[Action item] Each line below should be repeated exactly, but no picture should be carried over.

[Stored data entries]
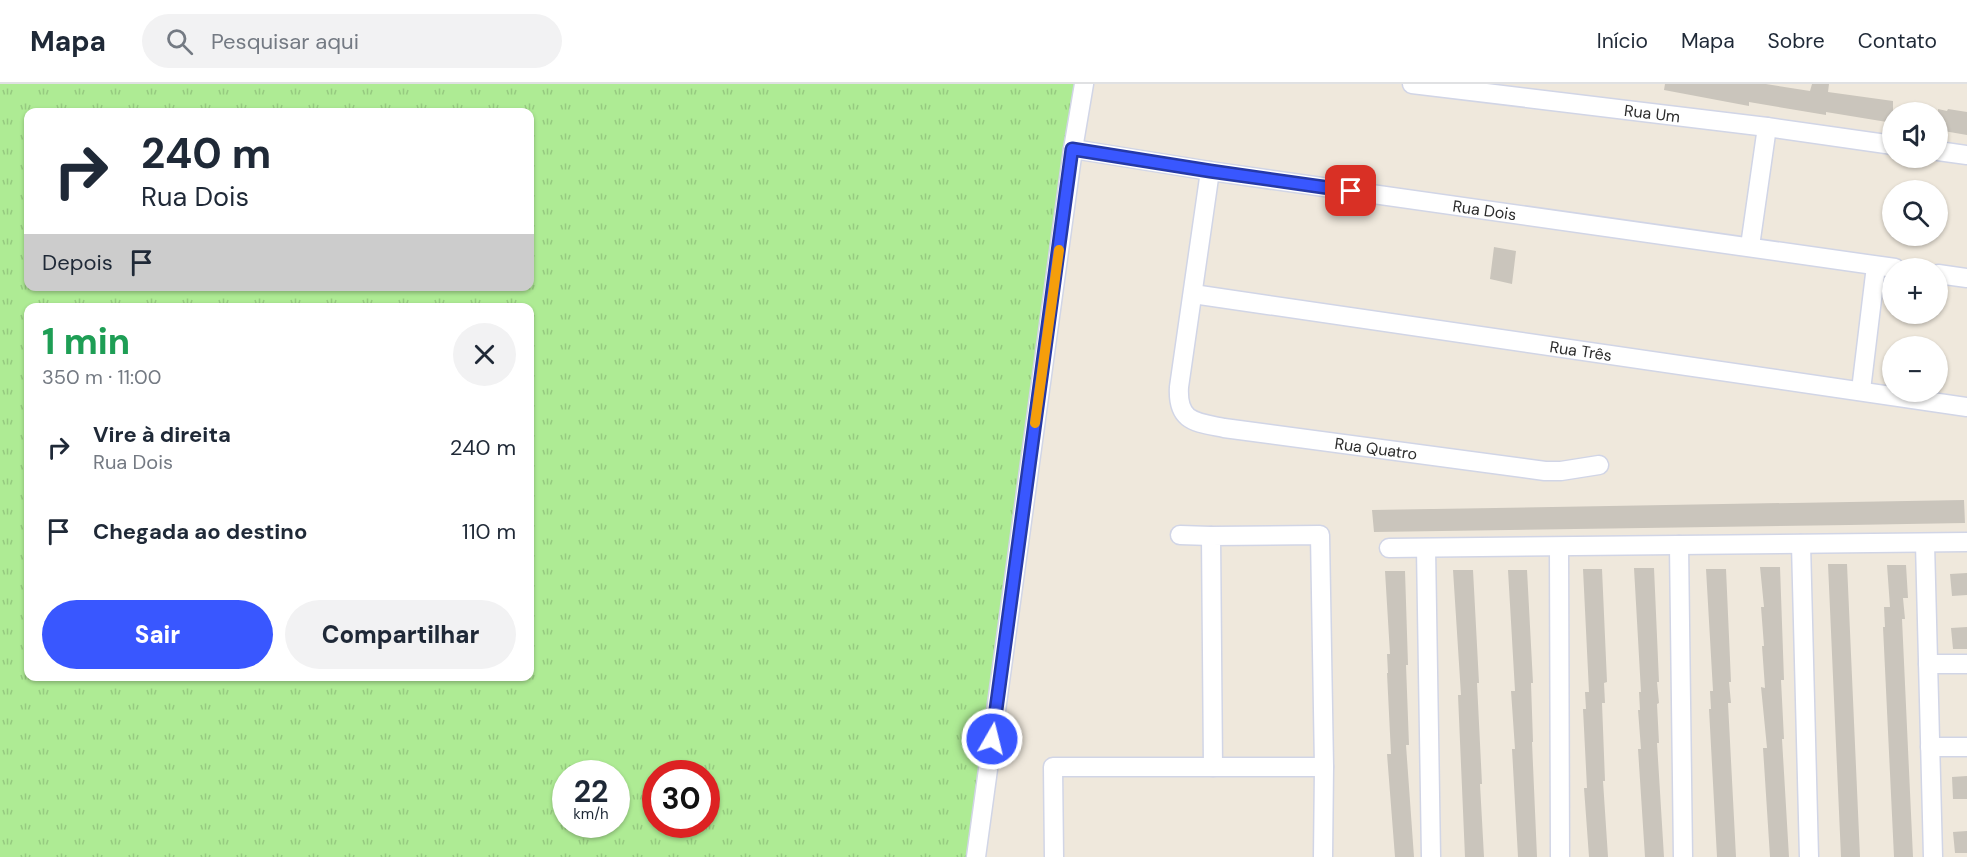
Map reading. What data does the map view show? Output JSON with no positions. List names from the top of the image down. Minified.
{"streets":{"street":["Rua Um","Rua Dois","Rua Três","Rua Quatro"]},"crossings":[["Rua Três","Rua Quatro"]],"page":{"header":"Mapa","search":"Pesquisar aqui","nav":["Início","Mapa","Sobre","Contato"],"map_buttons":["+","−"],"turn":["240 m","Rua Dois"],"then":"Depois","heading":["1 min","350 m · 11:00"],"list":[{"name":"Vire à direita","note":"Rua Dois","value":"240 m"},{"name":"Chegada ao destino","value":"110 m"}],"buttons":["Sair","Compartilhar"],"speed":"22 km/h","limit":"30"}}
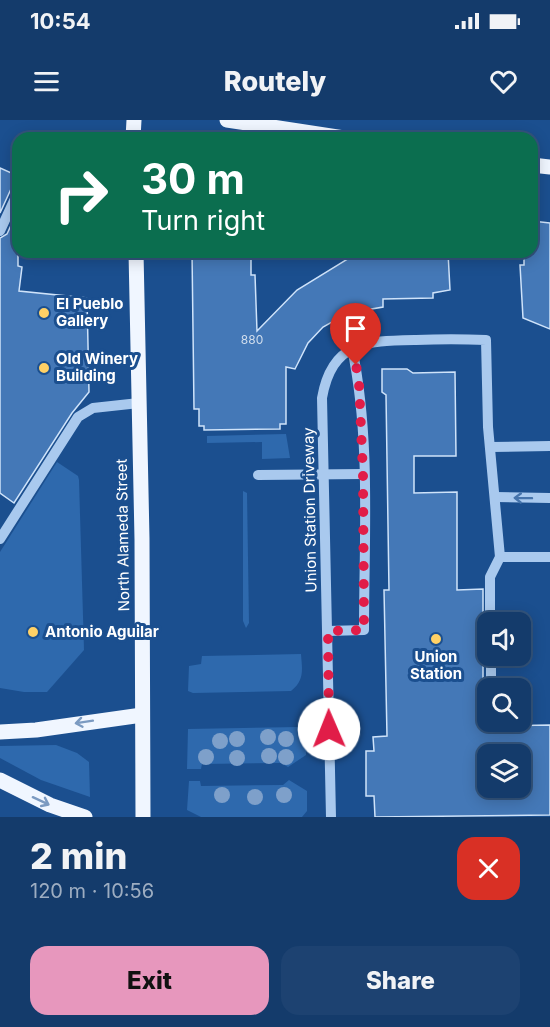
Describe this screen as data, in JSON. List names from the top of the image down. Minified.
{"streets":{"main road":["North Alameda Street"],"street":["Union Station Driveway"]},"places":["El Pueblo Gallery","Old Winery Building","Antonio Aguilar","Union Station"],"house_numbers":["880"],"page":{"status":"10:54","header":"Routely","turn":["30 m","Turn right"],"heading":["2 min","120 m · 10:56"],"buttons":["Exit","Share"]}}
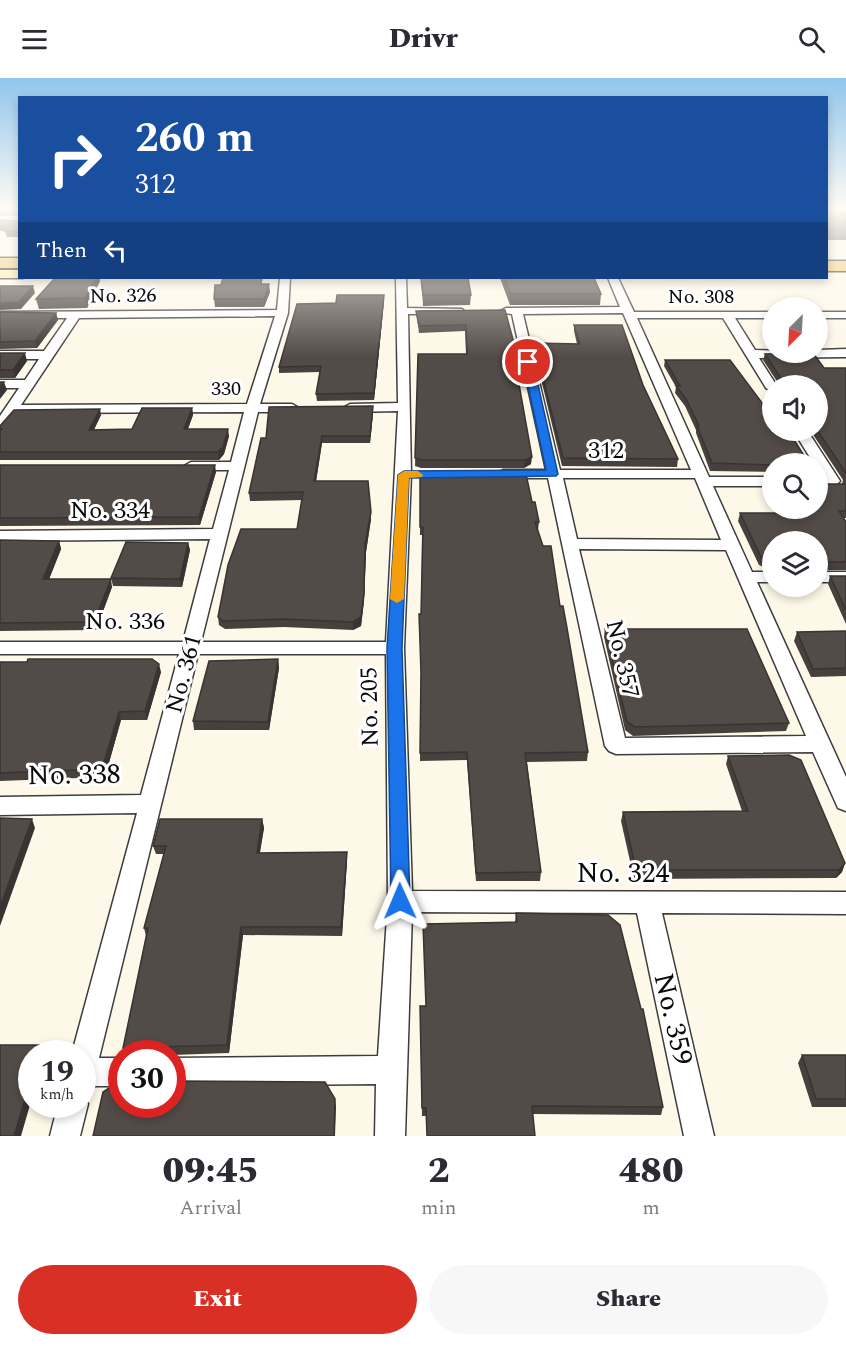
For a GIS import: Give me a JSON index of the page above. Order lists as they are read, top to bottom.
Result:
{
  "streets": {
    "street": [
      "No. 326",
      "No. 308",
      "330",
      "312",
      "No. 334",
      "No. 336",
      "No. 357",
      "No. 361",
      "No. 205",
      "No. 338",
      "No. 324",
      "No. 359"
    ]
  },
  "crossings": [
    ["No. 326", "No. 361"],
    ["330", "No. 361"],
    ["No. 334", "No. 361"],
    ["No. 336", "No. 361"],
    ["No. 336", "No. 205"],
    ["No. 361", "No. 338"],
    ["No. 205", "No. 324"],
    ["No. 324", "No. 359"]
  ],
  "north": "bottom left",
  "page": {
    "header": "Drivr",
    "turn": ["260 m", "312"],
    "then": "Then",
    "speed": "19 km/h",
    "limit": "30",
    "eta": [
      "09:45",
      "Arrival",
      "2",
      "min",
      "480",
      "m"
    ],
    "buttons": ["Exit", "Share"]
  }
}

[Output below]
Map reading. What data does the map view show? Output JSON with no positions. List names from the top of the image down. Minified.
{"streets":{"street":["Rua Um","Rua Dois","Rua Três","Rua Quatro"]},"crossings":[["Rua Três","Rua Quatro"]],"page":{"header":"Mapa","search":"Pesquisar aqui","nav":["Início","Mapa","Sobre","Contato"],"map_buttons":["+","−"],"turn":["240 m","Rua Dois"],"then":"Depois","heading":["1 min","350 m · 11:00"],"list":[{"name":"Vire à direita","note":"Rua Dois","value":"240 m"},{"name":"Chegada ao destino","value":"110 m"}],"buttons":["Sair","Compartilhar"],"speed":"22 km/h","limit":"30"}}
Describe this screen as data, in JSON. List names from the top of the image down. Minified.
{"streets":{"main road":["North Alameda Street"],"street":["Union Station Driveway"]},"places":["El Pueblo Gallery","Old Winery Building","Antonio Aguilar","Union Station"],"house_numbers":["880"],"page":{"status":"10:54","header":"Routely","turn":["30 m","Turn right"],"heading":["2 min","120 m · 10:56"],"buttons":["Exit","Share"]}}
For a GIS import: Give me a JSON index of the page above. Order lists as they are read, top to bottom.
Result:
{
  "streets": {
    "street": [
      "No. 326",
      "No. 308",
      "330",
      "312",
      "No. 334",
      "No. 336",
      "No. 357",
      "No. 361",
      "No. 205",
      "No. 338",
      "No. 324",
      "No. 359"
    ]
  },
  "crossings": [
    ["No. 326", "No. 361"],
    ["330", "No. 361"],
    ["No. 334", "No. 361"],
    ["No. 336", "No. 361"],
    ["No. 336", "No. 205"],
    ["No. 361", "No. 338"],
    ["No. 205", "No. 324"],
    ["No. 324", "No. 359"]
  ],
  "north": "bottom left",
  "page": {
    "header": "Drivr",
    "turn": ["260 m", "312"],
    "then": "Then",
    "speed": "19 km/h",
    "limit": "30",
    "eta": [
      "09:45",
      "Arrival",
      "2",
      "min",
      "480",
      "m"
    ],
    "buttons": ["Exit", "Share"]
  }
}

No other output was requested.